## Task
Determine the number of lines in the listing that include the string "import"; the reply consists of that number only.
....
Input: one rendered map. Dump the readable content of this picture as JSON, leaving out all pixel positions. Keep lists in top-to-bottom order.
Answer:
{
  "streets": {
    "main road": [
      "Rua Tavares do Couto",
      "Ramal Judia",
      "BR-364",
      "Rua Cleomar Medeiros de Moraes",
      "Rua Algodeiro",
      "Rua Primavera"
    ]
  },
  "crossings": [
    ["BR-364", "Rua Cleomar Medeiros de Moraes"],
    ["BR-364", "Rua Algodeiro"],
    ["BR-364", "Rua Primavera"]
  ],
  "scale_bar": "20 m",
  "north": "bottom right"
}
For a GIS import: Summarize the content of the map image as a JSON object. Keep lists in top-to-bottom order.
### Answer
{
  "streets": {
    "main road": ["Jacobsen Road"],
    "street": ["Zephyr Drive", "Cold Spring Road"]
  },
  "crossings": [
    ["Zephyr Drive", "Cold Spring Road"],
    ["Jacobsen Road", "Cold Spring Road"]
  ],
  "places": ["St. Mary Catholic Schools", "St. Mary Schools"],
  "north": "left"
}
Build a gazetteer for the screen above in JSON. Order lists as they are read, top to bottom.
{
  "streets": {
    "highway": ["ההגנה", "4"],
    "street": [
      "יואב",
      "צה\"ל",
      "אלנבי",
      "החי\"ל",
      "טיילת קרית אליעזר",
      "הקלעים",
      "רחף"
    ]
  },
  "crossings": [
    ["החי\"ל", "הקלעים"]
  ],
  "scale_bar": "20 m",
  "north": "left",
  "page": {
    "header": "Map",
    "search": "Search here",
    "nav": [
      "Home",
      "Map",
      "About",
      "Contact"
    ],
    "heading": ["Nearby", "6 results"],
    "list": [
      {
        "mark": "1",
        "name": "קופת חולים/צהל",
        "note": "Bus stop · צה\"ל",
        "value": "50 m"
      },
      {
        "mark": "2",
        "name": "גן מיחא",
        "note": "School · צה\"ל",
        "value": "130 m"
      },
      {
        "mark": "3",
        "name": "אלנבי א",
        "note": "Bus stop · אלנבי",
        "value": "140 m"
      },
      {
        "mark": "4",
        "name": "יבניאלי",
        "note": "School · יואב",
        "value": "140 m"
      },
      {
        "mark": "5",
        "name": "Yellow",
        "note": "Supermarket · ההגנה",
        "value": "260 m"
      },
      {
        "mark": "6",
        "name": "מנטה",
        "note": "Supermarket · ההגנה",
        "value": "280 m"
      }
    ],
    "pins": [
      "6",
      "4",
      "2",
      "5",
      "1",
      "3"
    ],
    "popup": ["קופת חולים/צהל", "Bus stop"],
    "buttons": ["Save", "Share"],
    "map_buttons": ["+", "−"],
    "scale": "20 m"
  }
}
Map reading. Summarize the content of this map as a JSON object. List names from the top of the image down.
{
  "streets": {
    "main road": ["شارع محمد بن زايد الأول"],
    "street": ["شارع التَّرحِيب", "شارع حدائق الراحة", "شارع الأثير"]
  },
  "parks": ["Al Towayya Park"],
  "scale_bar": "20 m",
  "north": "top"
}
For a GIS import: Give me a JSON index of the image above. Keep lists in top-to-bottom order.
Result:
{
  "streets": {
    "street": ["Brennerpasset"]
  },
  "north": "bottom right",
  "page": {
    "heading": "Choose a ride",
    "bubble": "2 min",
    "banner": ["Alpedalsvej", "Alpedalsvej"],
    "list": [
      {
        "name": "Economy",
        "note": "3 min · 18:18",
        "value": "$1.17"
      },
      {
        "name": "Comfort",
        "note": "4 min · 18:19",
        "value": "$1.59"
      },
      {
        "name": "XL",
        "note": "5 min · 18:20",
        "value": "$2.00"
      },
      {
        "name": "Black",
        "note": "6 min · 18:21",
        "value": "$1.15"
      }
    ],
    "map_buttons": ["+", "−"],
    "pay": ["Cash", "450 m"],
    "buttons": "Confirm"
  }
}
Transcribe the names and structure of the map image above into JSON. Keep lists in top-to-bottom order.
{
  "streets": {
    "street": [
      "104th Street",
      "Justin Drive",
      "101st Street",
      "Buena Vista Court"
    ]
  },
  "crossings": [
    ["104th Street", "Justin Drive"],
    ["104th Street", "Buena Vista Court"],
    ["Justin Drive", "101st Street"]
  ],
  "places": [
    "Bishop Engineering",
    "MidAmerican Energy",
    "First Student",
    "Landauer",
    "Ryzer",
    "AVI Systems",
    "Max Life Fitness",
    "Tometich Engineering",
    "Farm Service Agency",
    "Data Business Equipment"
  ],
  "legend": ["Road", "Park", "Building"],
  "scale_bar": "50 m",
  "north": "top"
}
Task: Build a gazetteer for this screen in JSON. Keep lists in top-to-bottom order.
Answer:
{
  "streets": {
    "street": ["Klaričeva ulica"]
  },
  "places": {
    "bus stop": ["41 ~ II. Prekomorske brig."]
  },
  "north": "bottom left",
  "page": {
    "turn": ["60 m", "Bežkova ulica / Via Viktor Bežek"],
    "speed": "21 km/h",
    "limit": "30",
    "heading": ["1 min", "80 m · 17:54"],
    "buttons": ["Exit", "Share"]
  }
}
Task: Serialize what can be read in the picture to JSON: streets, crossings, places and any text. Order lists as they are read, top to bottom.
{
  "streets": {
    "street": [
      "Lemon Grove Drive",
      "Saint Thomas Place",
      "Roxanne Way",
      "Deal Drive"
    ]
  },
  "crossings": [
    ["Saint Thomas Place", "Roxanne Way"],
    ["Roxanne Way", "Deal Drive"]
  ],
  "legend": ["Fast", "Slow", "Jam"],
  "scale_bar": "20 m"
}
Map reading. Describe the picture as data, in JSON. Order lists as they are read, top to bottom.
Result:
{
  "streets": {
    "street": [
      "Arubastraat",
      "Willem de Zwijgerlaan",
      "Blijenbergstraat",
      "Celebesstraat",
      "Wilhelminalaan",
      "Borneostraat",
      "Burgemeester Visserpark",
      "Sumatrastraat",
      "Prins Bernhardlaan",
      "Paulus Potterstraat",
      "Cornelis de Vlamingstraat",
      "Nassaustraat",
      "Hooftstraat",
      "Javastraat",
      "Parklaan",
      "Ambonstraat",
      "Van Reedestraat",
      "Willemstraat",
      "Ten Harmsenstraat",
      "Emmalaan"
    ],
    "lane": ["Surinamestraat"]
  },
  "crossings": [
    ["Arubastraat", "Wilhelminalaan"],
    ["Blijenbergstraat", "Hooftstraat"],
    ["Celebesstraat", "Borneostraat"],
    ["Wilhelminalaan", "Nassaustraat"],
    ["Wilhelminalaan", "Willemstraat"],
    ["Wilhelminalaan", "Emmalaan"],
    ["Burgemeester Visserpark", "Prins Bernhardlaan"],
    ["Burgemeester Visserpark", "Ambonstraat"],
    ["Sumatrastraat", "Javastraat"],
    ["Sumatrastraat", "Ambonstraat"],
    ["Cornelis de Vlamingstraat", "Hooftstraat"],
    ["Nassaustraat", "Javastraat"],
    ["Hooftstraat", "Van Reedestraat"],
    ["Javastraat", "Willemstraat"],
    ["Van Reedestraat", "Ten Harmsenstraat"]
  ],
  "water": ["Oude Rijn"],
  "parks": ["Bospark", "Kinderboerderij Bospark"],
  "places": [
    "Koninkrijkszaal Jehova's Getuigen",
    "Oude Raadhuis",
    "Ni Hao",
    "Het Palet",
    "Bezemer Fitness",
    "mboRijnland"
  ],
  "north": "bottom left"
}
....
## Result of this exercise
2